C’est en 1967 que Trausch publia son livre sur le soulèvement paysan de 1798. Ce fut un coup de foudre, un pavé dans la mare, un sacrilège. Le « Kloeppelkrich » faisait fonction de mythe fondateur. Il servait aux historiens conservateurs à interpréter toute l’histoire nationale en fonction de la fidélité au trône et à l’autel, à définir une identité nationale selon les besoins politiques de la droite et à rejeter les mauvais Luxembourgeois de ce qu’ils entendaient par nation luxembourgeoise. Trausch démontra que la fameuse guerre des paysans n’avait duré que quelques heures et qu’elle n’avait fait qu’un mort dans les rangs français et qu’il n’y avait aucune trace de revendication nationale dans cette escarmouche tragique.
Trausch avait alors 36 ans, il avait été nommé l’année précédente aux « cours universitaires ». Son cours portait sur la critique historique. Ses élèves se rappellent l’éblouissement devant ce jeune professeur qui leur ouvrait les yeux, les passionna pour la recherche historique dans toute sa rigueur iconoclaste. Et quand, en mai 1968, les étudiants des Cours Supérieurs décidèrent de faire grève, c’était dû au moins autant aux horizons nouveaux ouverts par Trausch qu’aux barricades de la rue Soufflot. Rien d’étonnant que Trausch les ait soutenus de tout son cœur et de toutes ses forces.
La révolution au Luxembourg se fit d’en haut. C’est Jean Dupong, ministre de l’Éducation Nationale et président du Parti chrétien-social, qui souleva la chape de plomb qui pesait sur le pays et qui empêchait toute pensée libre. Il mit en route un train de réformes qui mirent à bas l’édifice de l’État-CSV : la mixité, la laïcité, la création de l’enseignement technique et l’abolition de la collation des grades.
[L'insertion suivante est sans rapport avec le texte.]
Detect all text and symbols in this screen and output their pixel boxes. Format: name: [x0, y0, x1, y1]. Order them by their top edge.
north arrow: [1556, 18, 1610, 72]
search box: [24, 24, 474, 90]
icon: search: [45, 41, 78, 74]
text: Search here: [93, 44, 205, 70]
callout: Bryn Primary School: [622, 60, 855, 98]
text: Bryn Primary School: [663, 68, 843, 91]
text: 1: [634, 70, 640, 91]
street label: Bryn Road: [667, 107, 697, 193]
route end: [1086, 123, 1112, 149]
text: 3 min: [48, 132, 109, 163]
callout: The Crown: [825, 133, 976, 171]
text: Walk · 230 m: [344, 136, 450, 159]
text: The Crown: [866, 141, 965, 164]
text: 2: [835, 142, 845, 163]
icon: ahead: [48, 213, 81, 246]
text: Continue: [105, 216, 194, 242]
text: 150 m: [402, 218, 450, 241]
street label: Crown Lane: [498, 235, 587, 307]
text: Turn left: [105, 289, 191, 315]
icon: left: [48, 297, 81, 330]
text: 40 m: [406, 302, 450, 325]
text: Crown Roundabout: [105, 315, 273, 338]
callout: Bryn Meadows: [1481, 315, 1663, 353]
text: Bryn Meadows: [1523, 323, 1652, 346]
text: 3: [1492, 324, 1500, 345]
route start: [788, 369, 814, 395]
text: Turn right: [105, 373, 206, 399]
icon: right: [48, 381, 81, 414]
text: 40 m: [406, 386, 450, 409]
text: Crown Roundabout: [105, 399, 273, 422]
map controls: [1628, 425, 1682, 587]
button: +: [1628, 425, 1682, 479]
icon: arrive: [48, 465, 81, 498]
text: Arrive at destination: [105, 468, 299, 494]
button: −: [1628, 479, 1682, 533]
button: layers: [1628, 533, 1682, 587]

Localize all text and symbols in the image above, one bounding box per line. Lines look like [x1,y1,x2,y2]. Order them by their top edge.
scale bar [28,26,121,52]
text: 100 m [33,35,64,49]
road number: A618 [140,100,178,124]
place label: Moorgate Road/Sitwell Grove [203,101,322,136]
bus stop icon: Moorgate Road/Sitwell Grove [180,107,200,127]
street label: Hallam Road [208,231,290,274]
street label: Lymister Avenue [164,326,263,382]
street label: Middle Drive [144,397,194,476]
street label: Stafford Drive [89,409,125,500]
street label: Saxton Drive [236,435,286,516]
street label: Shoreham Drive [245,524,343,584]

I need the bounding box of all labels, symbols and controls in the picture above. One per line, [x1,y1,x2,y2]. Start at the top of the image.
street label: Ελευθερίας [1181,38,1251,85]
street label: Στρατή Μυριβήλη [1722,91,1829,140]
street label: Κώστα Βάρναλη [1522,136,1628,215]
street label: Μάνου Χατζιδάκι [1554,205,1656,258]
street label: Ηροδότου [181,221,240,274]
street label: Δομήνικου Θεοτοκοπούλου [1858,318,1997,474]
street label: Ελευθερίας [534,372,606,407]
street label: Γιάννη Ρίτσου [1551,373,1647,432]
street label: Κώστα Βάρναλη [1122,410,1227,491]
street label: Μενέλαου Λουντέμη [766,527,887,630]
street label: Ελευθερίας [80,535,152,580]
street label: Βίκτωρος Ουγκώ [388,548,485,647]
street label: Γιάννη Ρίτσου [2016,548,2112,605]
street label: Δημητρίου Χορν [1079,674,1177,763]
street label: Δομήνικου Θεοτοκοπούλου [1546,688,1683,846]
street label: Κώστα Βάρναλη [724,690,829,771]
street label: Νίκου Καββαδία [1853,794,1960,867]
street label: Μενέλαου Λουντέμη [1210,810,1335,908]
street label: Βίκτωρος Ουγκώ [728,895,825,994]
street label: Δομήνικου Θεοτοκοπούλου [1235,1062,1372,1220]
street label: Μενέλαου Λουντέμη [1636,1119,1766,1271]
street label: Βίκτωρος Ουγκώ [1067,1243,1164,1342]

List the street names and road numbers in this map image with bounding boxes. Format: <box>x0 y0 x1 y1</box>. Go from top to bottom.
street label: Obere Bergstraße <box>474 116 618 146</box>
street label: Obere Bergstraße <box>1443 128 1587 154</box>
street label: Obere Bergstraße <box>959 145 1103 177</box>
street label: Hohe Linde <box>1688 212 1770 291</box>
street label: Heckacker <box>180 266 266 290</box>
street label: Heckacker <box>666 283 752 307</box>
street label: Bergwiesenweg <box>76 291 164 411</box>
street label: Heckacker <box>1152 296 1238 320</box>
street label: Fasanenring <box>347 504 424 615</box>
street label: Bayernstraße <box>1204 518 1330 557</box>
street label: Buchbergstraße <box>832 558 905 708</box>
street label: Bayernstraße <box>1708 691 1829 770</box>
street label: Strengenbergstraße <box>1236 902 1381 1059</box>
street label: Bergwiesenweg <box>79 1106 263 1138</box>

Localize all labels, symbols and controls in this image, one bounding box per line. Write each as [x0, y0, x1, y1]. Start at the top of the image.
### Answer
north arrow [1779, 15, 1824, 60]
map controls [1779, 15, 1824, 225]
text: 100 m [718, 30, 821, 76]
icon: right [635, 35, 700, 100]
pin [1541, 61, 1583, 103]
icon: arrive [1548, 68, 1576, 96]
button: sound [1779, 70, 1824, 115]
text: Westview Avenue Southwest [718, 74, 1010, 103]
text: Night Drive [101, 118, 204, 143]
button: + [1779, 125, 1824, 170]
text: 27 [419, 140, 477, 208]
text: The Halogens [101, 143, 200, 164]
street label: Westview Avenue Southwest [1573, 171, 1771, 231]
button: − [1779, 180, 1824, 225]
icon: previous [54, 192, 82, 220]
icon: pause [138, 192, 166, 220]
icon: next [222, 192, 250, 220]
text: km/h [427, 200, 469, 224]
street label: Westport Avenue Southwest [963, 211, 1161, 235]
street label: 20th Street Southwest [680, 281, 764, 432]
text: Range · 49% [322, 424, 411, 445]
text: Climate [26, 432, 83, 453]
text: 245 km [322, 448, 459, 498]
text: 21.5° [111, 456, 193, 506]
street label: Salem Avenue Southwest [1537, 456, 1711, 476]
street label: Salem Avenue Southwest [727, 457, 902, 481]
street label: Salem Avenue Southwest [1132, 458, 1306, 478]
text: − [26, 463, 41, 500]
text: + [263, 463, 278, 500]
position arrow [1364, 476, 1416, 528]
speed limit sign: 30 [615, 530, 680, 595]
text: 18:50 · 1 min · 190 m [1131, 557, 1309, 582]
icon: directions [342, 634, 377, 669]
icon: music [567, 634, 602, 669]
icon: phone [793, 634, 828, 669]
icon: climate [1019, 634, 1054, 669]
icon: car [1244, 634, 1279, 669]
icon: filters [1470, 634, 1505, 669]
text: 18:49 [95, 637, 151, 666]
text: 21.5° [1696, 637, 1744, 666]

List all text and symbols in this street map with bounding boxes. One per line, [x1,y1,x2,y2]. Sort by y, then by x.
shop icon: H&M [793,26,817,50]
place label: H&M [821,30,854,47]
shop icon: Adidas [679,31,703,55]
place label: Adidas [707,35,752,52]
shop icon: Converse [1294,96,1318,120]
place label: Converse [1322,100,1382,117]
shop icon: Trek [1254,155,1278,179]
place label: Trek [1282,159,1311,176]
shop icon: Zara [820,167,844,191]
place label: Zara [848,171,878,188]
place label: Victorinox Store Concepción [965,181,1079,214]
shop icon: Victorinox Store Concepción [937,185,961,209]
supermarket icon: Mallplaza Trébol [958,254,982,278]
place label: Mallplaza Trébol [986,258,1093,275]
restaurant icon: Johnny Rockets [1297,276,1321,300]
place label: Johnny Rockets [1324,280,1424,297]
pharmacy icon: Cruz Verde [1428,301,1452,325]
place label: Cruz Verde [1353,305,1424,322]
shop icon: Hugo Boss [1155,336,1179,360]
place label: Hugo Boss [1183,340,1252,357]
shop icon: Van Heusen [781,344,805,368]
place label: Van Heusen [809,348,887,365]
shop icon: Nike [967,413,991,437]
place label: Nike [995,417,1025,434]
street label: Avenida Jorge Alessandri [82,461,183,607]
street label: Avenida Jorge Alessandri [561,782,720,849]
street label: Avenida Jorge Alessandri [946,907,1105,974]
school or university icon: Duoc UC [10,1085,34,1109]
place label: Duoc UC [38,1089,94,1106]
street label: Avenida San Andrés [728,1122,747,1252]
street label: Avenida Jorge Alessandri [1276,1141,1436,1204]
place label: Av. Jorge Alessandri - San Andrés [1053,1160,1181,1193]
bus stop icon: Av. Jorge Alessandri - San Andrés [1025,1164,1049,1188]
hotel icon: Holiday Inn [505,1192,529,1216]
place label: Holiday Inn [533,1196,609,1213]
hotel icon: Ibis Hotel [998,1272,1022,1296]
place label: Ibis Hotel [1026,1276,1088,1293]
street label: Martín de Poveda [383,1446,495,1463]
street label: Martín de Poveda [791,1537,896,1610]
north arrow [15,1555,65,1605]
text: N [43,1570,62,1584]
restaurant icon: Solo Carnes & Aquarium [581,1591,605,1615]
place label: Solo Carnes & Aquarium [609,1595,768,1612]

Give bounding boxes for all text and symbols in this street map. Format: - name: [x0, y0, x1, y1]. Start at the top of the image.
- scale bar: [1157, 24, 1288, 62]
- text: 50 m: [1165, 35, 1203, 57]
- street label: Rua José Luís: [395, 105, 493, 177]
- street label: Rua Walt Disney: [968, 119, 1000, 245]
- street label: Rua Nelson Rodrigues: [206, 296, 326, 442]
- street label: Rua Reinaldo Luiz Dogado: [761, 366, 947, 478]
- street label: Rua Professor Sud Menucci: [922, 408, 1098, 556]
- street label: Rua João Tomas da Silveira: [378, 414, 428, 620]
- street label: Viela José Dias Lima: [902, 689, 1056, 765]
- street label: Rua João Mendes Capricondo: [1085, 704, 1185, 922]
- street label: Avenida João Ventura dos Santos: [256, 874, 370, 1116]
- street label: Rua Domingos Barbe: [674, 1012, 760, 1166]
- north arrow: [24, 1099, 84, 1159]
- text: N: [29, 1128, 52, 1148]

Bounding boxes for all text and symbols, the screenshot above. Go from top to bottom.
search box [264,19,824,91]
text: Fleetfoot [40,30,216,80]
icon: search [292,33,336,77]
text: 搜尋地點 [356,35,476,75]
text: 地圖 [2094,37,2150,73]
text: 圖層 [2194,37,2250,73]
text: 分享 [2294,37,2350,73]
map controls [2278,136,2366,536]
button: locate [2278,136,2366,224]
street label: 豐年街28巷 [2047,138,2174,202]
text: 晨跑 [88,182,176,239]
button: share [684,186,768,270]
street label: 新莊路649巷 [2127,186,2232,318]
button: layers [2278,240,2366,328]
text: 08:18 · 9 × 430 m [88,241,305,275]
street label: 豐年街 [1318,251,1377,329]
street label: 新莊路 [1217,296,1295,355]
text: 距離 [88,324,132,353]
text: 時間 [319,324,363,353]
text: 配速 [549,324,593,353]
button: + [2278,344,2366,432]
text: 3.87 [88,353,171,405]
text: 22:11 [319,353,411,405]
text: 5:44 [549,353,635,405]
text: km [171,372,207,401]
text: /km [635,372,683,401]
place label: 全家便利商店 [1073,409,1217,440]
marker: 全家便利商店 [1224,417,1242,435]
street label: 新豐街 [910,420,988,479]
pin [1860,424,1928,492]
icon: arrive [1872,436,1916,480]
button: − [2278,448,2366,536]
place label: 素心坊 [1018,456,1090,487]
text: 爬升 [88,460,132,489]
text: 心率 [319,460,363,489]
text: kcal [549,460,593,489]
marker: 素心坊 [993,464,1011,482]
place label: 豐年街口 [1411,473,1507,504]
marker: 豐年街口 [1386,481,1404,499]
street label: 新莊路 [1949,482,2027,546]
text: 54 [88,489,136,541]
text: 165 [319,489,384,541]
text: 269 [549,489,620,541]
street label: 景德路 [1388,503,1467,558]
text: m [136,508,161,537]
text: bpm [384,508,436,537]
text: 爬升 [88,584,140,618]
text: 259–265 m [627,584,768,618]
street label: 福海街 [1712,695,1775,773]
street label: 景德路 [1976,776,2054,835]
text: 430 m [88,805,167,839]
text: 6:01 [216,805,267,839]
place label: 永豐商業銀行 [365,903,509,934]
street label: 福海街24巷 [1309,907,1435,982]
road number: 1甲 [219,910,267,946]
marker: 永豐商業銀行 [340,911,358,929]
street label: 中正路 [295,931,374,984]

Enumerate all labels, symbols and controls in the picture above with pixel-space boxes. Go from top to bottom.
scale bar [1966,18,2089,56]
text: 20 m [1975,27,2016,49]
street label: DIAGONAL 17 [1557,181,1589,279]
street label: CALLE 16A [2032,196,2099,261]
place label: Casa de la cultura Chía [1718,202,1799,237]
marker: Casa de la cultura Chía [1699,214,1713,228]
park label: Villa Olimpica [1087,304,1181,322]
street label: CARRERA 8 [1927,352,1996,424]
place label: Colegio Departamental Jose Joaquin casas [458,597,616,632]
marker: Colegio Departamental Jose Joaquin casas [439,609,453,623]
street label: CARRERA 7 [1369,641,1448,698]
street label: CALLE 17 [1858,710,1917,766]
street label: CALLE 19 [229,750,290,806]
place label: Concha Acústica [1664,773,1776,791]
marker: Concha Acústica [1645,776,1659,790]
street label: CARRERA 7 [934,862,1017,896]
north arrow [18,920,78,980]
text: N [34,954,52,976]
Les étudiants des Cours Supérieurs ne voulaient rien de plus que balayer les réticences et les obstacles qui mettaient en danger le projet de réforme de la collation des grades. Ils exigeaient de pouvoir faire des études aux universités étrangères en tant qu’étudiants à part entière, sans devoir se soumettre à des jurys luxembourgeois.
Le 24 avril 1968, quelques semaines avant les fameux événements, Trausch fit une conférence devant le Centre d’éducation populaire à Bonnevoie où il expliqua ce qu’il entendait par critique historique : « Tout le monde sait que sur le ‘Kloeppelkrich’ les ouvrages des abbés J. Engling et W. Zorn ont fait – et pour certains font encore – autorité. Sur les combats de Clervaux, ils nous ont livré des récits pleins de vie, dramatiques à souhait, racontés au coin du feu pendant les longues veillées d’hiver, ils ont dû frapper bien des imaginations. […] Le malheur pour l’historien d’aujourd’hui n’est pas tellement que Engling néglige d’indiquer ses sources, c’est plutôt le fait qu’il indique des sources incontrôlables : […] Que valent ces communications orales, recueillies par Engling vers le milieu du XIXe siècle ? Méritent-elles confiance ? […] Les données de la tradition sont trop peu sûres pour constituer un point de départ. Ce dernier ne peut être fourni que par la documentation des archives. Si, après avoir passé avec succès le cap de la critique interne, cette documentation critique contredit la tradition orale qui, rappelons-le, ne fournit aucun élément de preuve, alors il faut opter, me semble-t-il, pour la version qui se dégage des archives. »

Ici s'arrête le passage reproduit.